Ponder this: Who rescued the market last week?

It is one of the most bi zarre searches since Bin Laden.

Regulators are still looking for a Waldo (star, of course, of “Where’s Waldo?”) so they can pin the blame on someone — and any old, fumbling fat-fingered trader will do — for the near catastrophic decline in stock prices last Thursday.

Now, in the latest apparent development in this case, The New York Times said the government is interrogating a trader — probably at Gitmo — about “heavy selling in the market for stock index futures.”

That’s all well and good. Scapegoats are what makes America the land of the great — let’s waterboard the poor fool for not going along with the plan to keep the stock market up in the name of national interest.

To me, however, the bigger mystery in last Thursday’s market activity — when the Dow Jones industrials in just 15 minutes turned an already-stunning 400-point decline into a mind-boggling 1,000-point rout — is this: Who rescued the market?

If a Waldo was to blame for the decline, then a Sam (as in Uncle Sam, perhaps) was probably responsible for the recovery to a loss for the day of “just” 348 Dow points.

The 600-plus point gain also happened in just minutes.

There are so many things to nibble on in this story that I’ll have to wear a lobster bib.

I’ve been suspicious for some time about how Washington and some Wall Street giants have been playing footsie. You scratch my back, I’ll line your pockets — or something like that.

And I have the phone records that prove the culprits had means, opportunity and motive.

So when traders told me last Thursday that someone seemed to have a very unusual appetite for stock index futures contracts just as the Dow neared the level of a 1,000-point drop, it wasn’t a surprise.

In fact, it was so predictable we could have held the door open for Sam, or Morgan, or Goldie — or whoever it was — and greeted them.

And — quite frankly — it was an acceptable time to rig stock prices. Things were out of control and someone had to step forward.

Next nibble — the person, unnamed by the Times, who is supposedly being questioned for his/her heavy selling of futures contracts, which I guess is frowned upon.

Let me ask the interrogators this: Has anyone ever been questioned for heavy buying in stock index futures contracts?

That’s the sort of buying that a former Federal Reserve governor back in 1989 suggested should be used to support stock prices in case of emergency.

And it’s this sort of abnormal buying that likely contributed to several stock market bubbles over the past decade, which resulted in several crashes and, which brings us to where we are today — at a point where stock gamblers can panic and move the market abnormally lower because others have managed to keep prices artificially high.

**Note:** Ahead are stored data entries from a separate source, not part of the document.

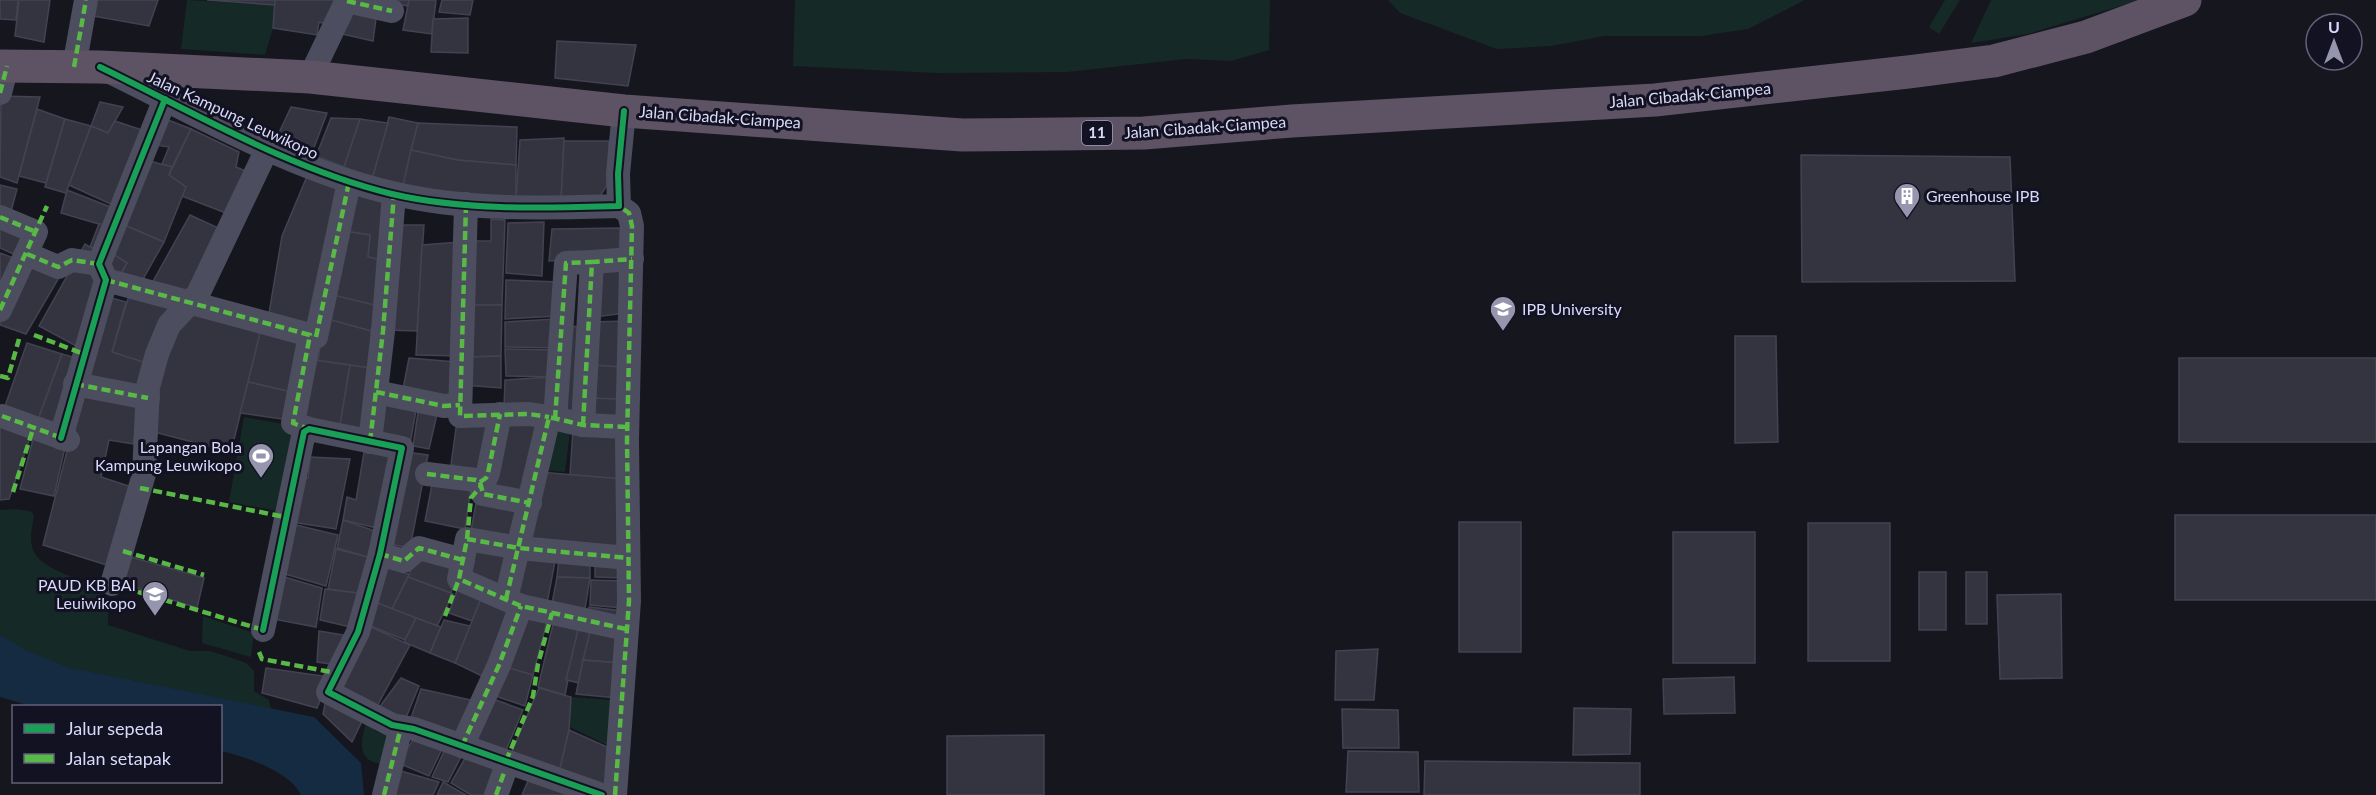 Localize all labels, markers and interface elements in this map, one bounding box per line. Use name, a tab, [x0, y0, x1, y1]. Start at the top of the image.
north arrow	[2304, 12, 2364, 72]
text: U	[2328, 17, 2340, 36]
street label: Jalan Kampung Leuwikopo	[145, 67, 322, 163]
street label: Jalan Cibadak-Ciampea	[1608, 78, 1772, 111]
street label: Jalan Cibadak-Ciampea	[638, 101, 802, 132]
street label: Jalan Cibadak-Ciampea	[1123, 111, 1287, 142]
road number: 11	[1082, 121, 1112, 145]
building icon: Greenhouse IPB	[1892, 181, 1922, 219]
place label: Greenhouse IPB	[1926, 186, 2040, 205]
school or university icon: IPB University	[1488, 294, 1518, 332]
place label: IPB University	[1522, 299, 1623, 318]
place label: Lapangan Bola Kampung Leuwikopo	[95, 437, 242, 474]
sports icon: Lapangan Bola Kampung Leuwikopo	[246, 441, 276, 479]
place label: PAUD KB BAI Leuiwikopo	[38, 575, 136, 612]
school or university icon: PAUD KB BAI Leuiwikopo	[140, 579, 170, 617]
legend	[12, 705, 222, 783]
text: Jalur sepeda	[66, 717, 163, 739]
text: Jalan setapak	[66, 747, 172, 769] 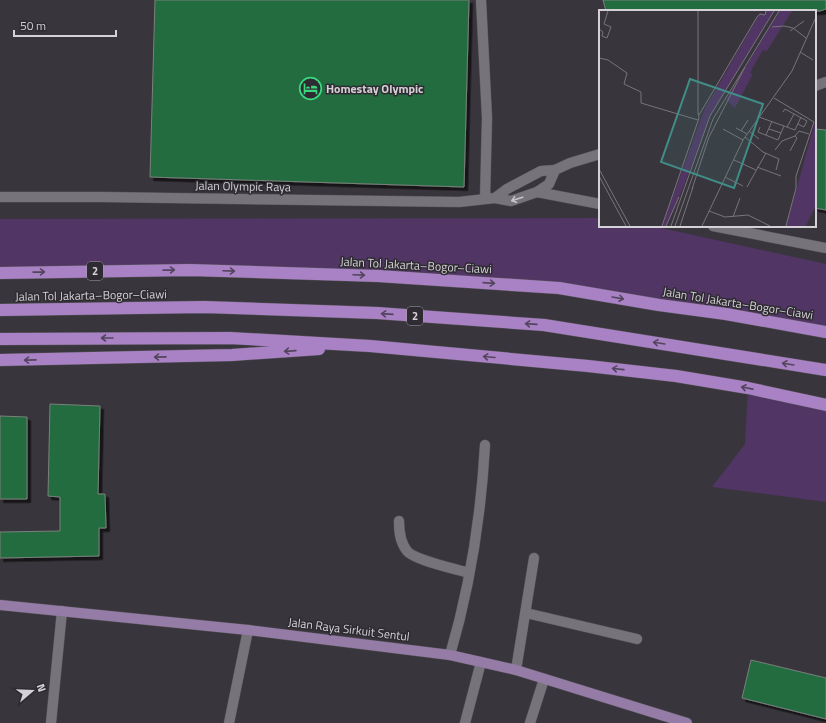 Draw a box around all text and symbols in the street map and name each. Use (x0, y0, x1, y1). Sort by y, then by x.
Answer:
inset map (599, 10, 816, 227)
scale bar (14, 12, 116, 38)
text: 50 m (20, 16, 46, 35)
hotel icon: Homestay Olympic (297, 75, 323, 101)
place label: Homestay Olympic (326, 79, 423, 98)
street label: Jalan Olympic Raya (195, 176, 291, 196)
one-way arrow (511, 196, 524, 203)
street label: Jalan Tol Jakarta–Bogor–Ciawi (340, 252, 492, 278)
road number: 2 (87, 262, 103, 280)
one-way arrow (162, 266, 175, 274)
one-way arrow (222, 267, 235, 275)
one-way arrow (32, 268, 45, 276)
one-way arrow (352, 271, 365, 279)
one-way arrow (482, 280, 495, 287)
street label: Jalan Tol Jakarta–Bogor–Ciawi (662, 282, 814, 324)
street label: Jalan Tol Jakarta–Bogor–Ciawi (15, 284, 167, 306)
one-way arrow (611, 294, 624, 302)
road number: 2 (407, 307, 423, 325)
one-way arrow (381, 310, 394, 317)
one-way arrow (525, 321, 538, 328)
one-way arrow (101, 334, 114, 342)
one-way arrow (653, 339, 666, 347)
one-way arrow (284, 348, 297, 355)
one-way arrow (154, 353, 167, 361)
one-way arrow (483, 353, 496, 360)
one-way arrow (24, 356, 37, 363)
one-way arrow (781, 360, 794, 368)
one-way arrow (612, 365, 625, 373)
one-way arrow (741, 383, 754, 391)
street label: Jalan Raya Sirkuit Sentul (287, 612, 411, 646)
north arrow (12, 671, 52, 711)
text: N (33, 682, 50, 694) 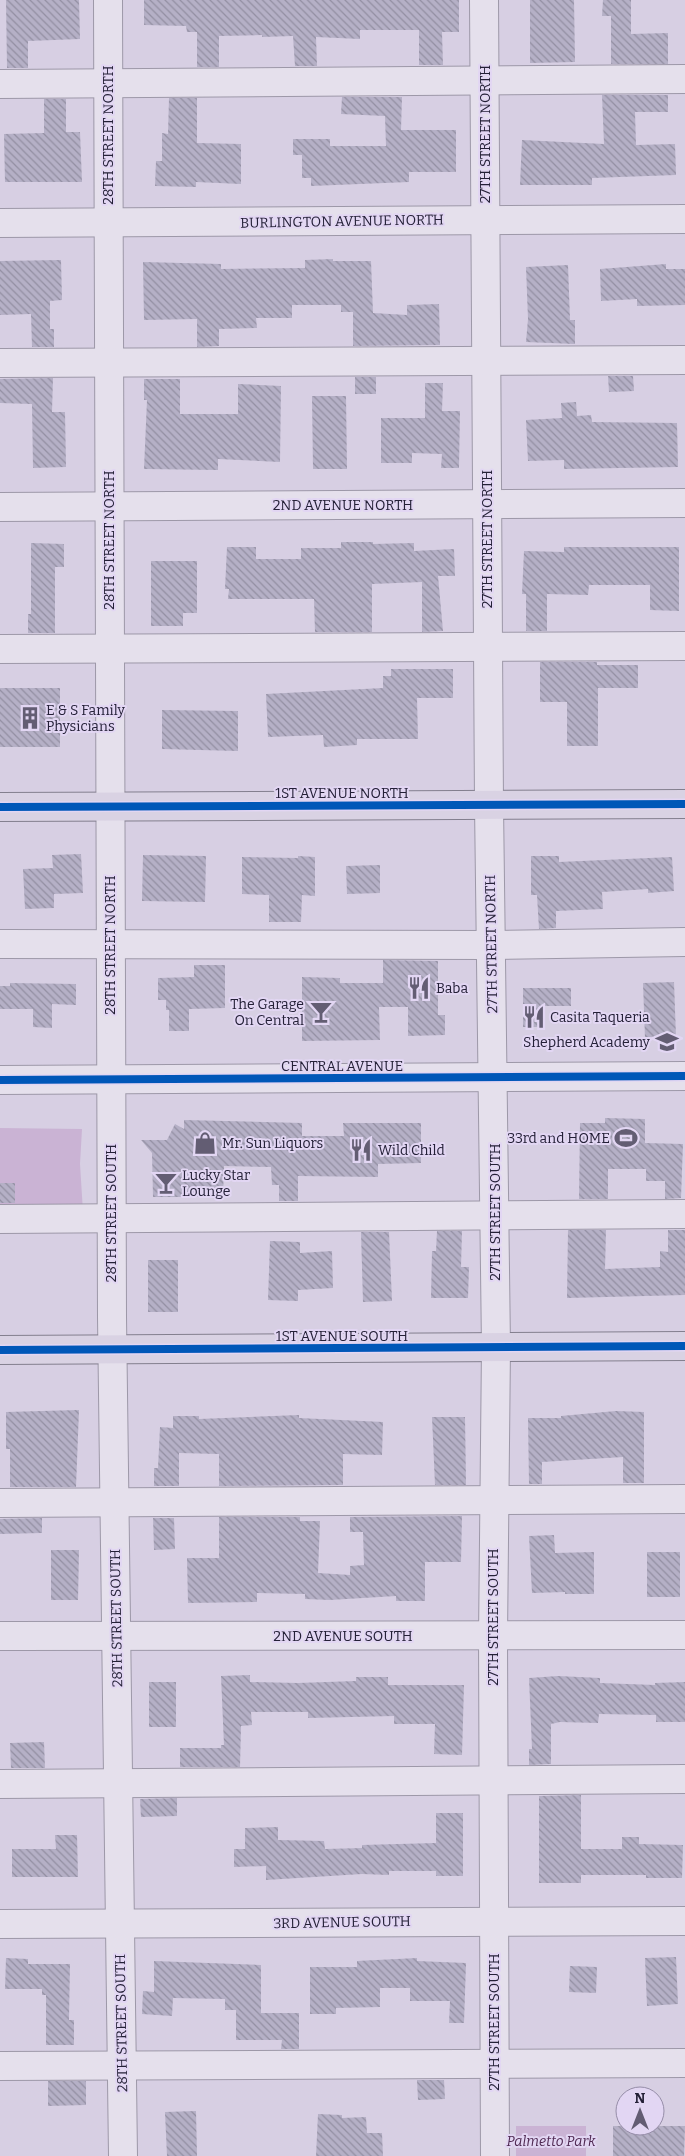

Next — the media’s reaction to the decline.

I’m not just talking about the long faces on the hosts of all those financial TV shows. I understand, they all have retirement accounts invested in stocks that you’d like to see rise.

I feel their pain.

But when allegedly competent sources started telling these hosts that someone had accidentally hit a “B” for billions when he only wanted to sell “M” for millions of shares, didn’t anyone think of checking?

People who really know this sort of stuff say that computerized trading programs don’t work like that.

And if anyone who had been conveying that nonsense to their viewers had taken a deep breath, picked up the phone and asked a real trader they would have discovered the truth.

So what is the whole truth and nothing but the truth in this episode? It’s simple.

Stock prices have risen by nearly 80 percent since March, 2009, mainly because the Federal Reserve once again has kept interest rates too low for too long. There’s no other place to invest for a reasonable return.

And people have moved stock prices beyond the uppermost limit of reasonableness, especially at a time when there is so much uncertainty in the world financial community.

And like a rubber band stretched beyond its limit, stock prices are vulnerable to accidental breaks whether it’s because of fat-fingered traders, real- life disasters and even a sudden return to economic rationality.

Boo! See, I just sent the stock market lower.